EXERCISE GOAL: Print the material below exactly as it stands, please, from its first line to the line holding "[1406,482,1418,492,1351,596,1336,585]", with no pictures.

DATA RECORDS:
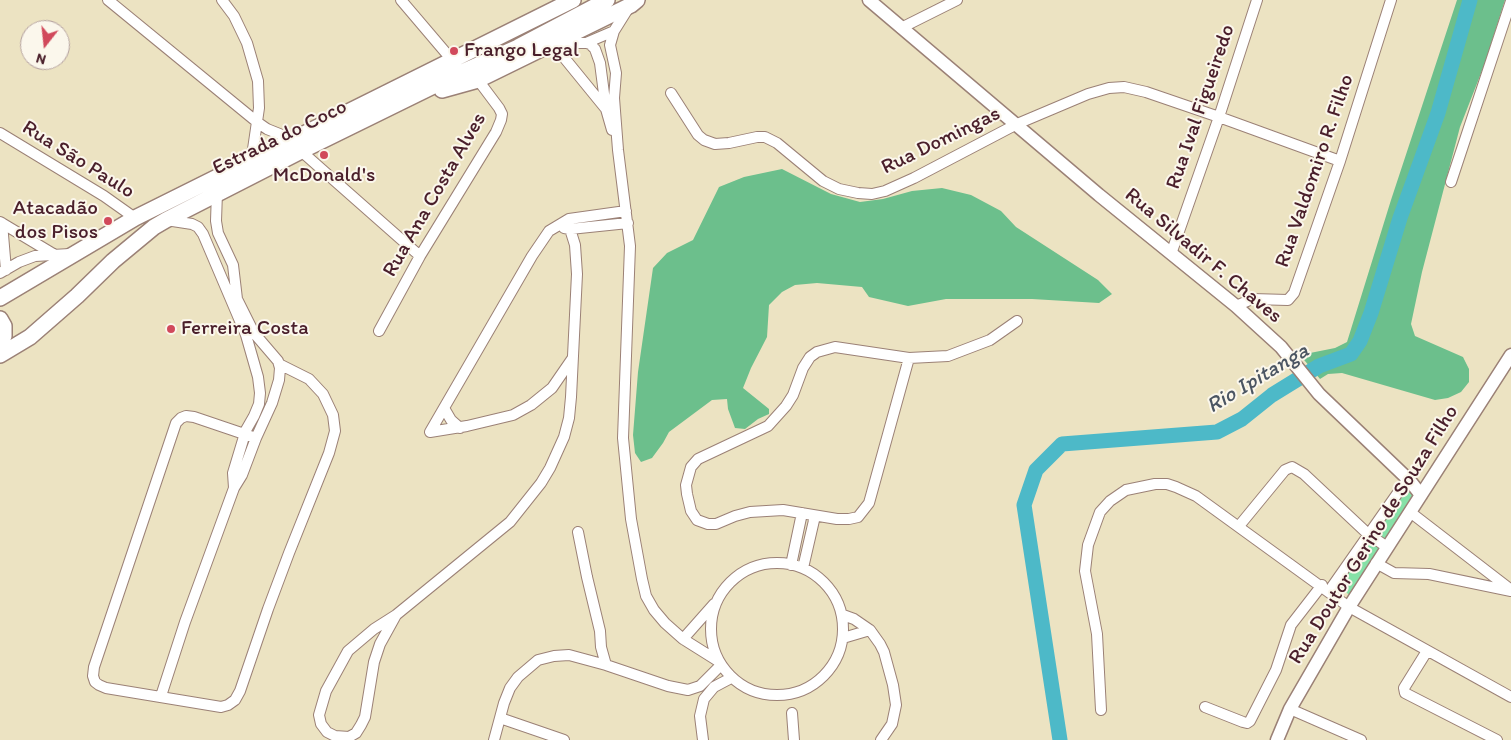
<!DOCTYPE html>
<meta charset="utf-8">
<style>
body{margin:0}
#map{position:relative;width:1511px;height:740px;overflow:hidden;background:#ece3c2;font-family:Itim,sans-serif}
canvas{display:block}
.north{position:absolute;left:20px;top:20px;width:50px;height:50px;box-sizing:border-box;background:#fbf7ec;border:1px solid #b4a19f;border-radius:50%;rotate:196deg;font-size:14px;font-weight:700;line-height:20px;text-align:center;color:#4a1f2b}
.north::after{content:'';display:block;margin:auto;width:18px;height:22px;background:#d1495b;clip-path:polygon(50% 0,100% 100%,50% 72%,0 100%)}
</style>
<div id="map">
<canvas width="1511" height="740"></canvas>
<div class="north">N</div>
</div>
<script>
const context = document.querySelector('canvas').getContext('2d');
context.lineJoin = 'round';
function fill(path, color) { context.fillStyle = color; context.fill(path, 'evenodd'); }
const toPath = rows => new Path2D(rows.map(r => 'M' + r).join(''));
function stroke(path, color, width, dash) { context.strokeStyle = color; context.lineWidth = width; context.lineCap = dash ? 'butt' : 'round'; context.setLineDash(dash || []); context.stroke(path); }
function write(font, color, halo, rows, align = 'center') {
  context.font = font + ' Itim,sans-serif'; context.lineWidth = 4; context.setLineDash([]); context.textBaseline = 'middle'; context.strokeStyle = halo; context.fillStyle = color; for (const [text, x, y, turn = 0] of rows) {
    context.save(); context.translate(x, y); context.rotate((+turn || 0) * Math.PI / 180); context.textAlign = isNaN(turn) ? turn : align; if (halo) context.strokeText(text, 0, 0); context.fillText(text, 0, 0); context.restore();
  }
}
const green = toPath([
 [1406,482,1418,492,1351,596,1336,585]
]);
const forest = toPath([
 [1457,0,1505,0,1485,63,1460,127,1422,272,1411,324,1415,336,1463,357,1469,369,1469,382,1461,392,1448,398,1435,400,1342,373,1328,374,1320,379,1300,355,1335,348,1347,342,1391,200],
 [782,169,831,194,860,202,883,199,912,191,942,188,971,195,1001,211,1016,227,1098,280,1112,294,1099,303,1032,299,946,299,908,306,869,297,862,287,817,283,795,285,782,292,769,305,767,337,751,368,743,388,769,409,769,414,758,419,745,429,735,428,728,409,727,399,712,400,669,432,663,443,652,458,641,462,635,453,633,435,638,372,653,268,667,253,693,240,719,187,744,177]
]);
const river = toPath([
 [1060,740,1024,505,1036,470,1062,444,1217,432,1242,419,1272,395,1319,366,1351,354,1360,341,1371,313,1400,218,1438,113,1470,0]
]);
const minor = toPath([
 [108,0,257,122,267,129,292,139],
 [222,0,234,16,247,43,258,81,259,108,253,149,249,161],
 [401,0,452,60],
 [629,7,614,31,610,45,616,73,614,98,618,150,630,246,623,438,631,519,642,579,646,596,654,610,665,623,683,639,718,661],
 [901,28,957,0],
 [557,43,586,43,614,31],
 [586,43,590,44,595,49,600,63,606,109,612,130],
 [553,44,606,109],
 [671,93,698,135,704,140,715,144,729,143,757,137,765,137,777,143,823,181,839,189,858,193,872,194,885,191,914,178,1017,124,1088,94,1109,88,1124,87,1146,92,1219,117,1340,161],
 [0,133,104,196,135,218],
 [301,151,420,256],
 [1451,182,1511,1],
 [166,220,192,224,198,227,203,234,246,335,258,377,260,393,259,404,254,416,246,430,233,473,234,488],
 [0,222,55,255],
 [2,223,6,270],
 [564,228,570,229,628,223],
 [1171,254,1219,117,1257,0],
 [0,273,19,262,35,256,70,254],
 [1236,306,1252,299,1288,300,1294,293,1340,161,1391,0],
 [379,331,420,256,496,132,501,120,502,114,499,108,478,80],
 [909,358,869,503,858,517,849,519,837,519,783,510,750,512,735,516,716,524,708,524,697,520,691,511,687,494,686,485,691,467,698,459,768,426,786,406,793,395,803,368,810,357,817,352,835,347,909,358,948,356,990,340,1017,321],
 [444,408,451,420,460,428],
 [430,432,532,256,549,231,569,219,626,211],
 [430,432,467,426,513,415,531,405,552,388,572,359],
 [256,438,194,417,186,416,181,418,176,423,94,667,93,676,95,682,99,685,106,688,221,707,228,705,235,700,240,691,268,609,289,553,329,453,335,431,333,415,323,394,309,379,279,364],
 [1410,512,1510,589],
 [1239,526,1285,470,1292,467,1304,474,1368,534,1387,547],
 [578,532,587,577,600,631,601,647,606,665],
 '711 629a66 66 0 1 1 132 0a66 66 0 1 1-132 0Z',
 [1376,563,1394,573,1429,574,1511,591],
 [791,565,802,513],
 [803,568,815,516],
 [1329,591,1404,484],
 [396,615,380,644,374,662,365,717,361,725,356,733,349,737,335,736,327,732,321,724,319,715,326,691,348,651,374,629,396,615,510,522,541,483,550,468,564,437,569,418,571,397,577,274,575,245,570,229,569,219],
 [843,615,854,619,870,630,880,644,884,652,893,685,896,705,892,724,881,740],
 [843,638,870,630],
 [683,639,714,604],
 [1427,651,1404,688,1405,693,1497,740],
 [161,696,185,622,234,488,242,475,256,438,272,403,279,380,280,368,278,361,254,333,237,299,233,265,218,233,216,221,217,192],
 [1205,707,1243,722,1247,723,1250,721,1276,670,1291,625,1322,585],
 [1290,709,1361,740],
 [1101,710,1097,634,1085,571,1088,545,1100,512,1110,501,1126,490,1155,484,1167,484,1176,487,1196,496,1349,607,1511,697],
 [792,713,794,740],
 [500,718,564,740],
 [494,740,504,703,510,688,518,677,538,660,554,656,569,655,606,665,668,686,688,690,700,686,721,665],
 [703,740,700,716,704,699,714,687,731,678]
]);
const major = toPath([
 [869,0,1099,195,1236,306,1281,347,1319,394,1410,481,1421,495],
 [1277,740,1290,709,1349,607,1511,355]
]);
const highway = toPath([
 [442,90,478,80,631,5,637,0],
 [0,298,135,218,573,0],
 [0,319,4,326,4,336,0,344],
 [0,355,30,337,77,296,113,261,154,227,166,220,301,151,464,71,518,47,607,0]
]);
const markers = [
 [454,51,5,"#d1495b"],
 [324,155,5,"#d1495b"],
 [108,221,5,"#d1495b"],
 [171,329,5,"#d1495b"]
];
const poiNames = [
 ["Frango Legal",464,51],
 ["McDonald's",324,176,"center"],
 ["Atacadão",98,209,"right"],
 ["dos Pisos",98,233,"right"],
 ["Ferreira Costa",181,329]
];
const streetNames = [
 ["Rua Ival Figueiredo",1201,107,-71],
 ["Estrada do Coco",280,138,-26],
 ["Rua Domingas",941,141,-26],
 ["Rua São Paulo",78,160,32],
 ["Rua Valdomiro R. Filho",1315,171,-71],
 ["Rua Ana Costa Alves",435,195,-60],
 ["Rua Silvadir F. Chaves",1203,256,40],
 ["Rua Doutor Gerino de Souza Filho",1374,535,-58]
];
const waterNames = [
 ["Rio Ipitanga",1258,379,-31]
];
fill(green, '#86e1a7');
fill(forest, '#6cbf8c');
stroke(river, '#4db9c8', 15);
stroke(minor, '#9b8176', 12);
stroke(major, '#9b8176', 15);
stroke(highway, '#9b8176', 18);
stroke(minor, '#fff', 10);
stroke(major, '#fff', 12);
stroke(highway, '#fff', 15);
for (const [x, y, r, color] of markers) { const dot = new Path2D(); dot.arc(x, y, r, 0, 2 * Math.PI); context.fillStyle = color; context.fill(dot); stroke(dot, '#fbf7ec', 2); }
write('21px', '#4a1f2b', '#fbf7ec', poiNames, 'left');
write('21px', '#4a1f2b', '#fbf7ec', streetNames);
write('italic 22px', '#4b5562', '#fbf7ec', waterNames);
</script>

SOLVED PROBLEM:
<!DOCTYPE html>
<meta charset="utf-8">
<style>
body{margin:0}
#map{position:relative;width:1511px;height:740px;overflow:hidden;background:#ece3c2;font-family:Itim,sans-serif}
canvas{display:block}
.north{position:absolute;left:20px;top:20px;width:50px;height:50px;box-sizing:border-box;background:#fbf7ec;border:1px solid #b4a19f;border-radius:50%;rotate:196deg;font-size:14px;font-weight:700;line-height:20px;text-align:center;color:#4a1f2b}
.north::after{content:'';display:block;margin:auto;width:18px;height:22px;background:#d1495b;clip-path:polygon(50% 0,100% 100%,50% 72%,0 100%)}
</style>
<div id="map">
<canvas width="1511" height="740"></canvas>
<div class="north">N</div>
</div>
<script>
const context = document.querySelector('canvas').getContext('2d');
context.lineJoin = 'round';
function fill(path, color) { context.fillStyle = color; context.fill(path, 'evenodd'); }
const toPath = rows => new Path2D(rows.map(r => 'M' + r).join(''));
function stroke(path, color, width, dash) { context.strokeStyle = color; context.lineWidth = width; context.lineCap = dash ? 'butt' : 'round'; context.setLineDash(dash || []); context.stroke(path); }
function write(font, color, halo, rows, align = 'center') {
  context.font = font + ' Itim,sans-serif'; context.lineWidth = 4; context.setLineDash([]); context.textBaseline = 'middle'; context.strokeStyle = halo; context.fillStyle = color; for (const [text, x, y, turn = 0] of rows) {
    context.save(); context.translate(x, y); context.rotate((+turn || 0) * Math.PI / 180); context.textAlign = isNaN(turn) ? turn : align; if (halo) context.strokeText(text, 0, 0); context.fillText(text, 0, 0); context.restore();
  }
}
const green = toPath([
 [1406,482,1418,492,1351,596,1336,585]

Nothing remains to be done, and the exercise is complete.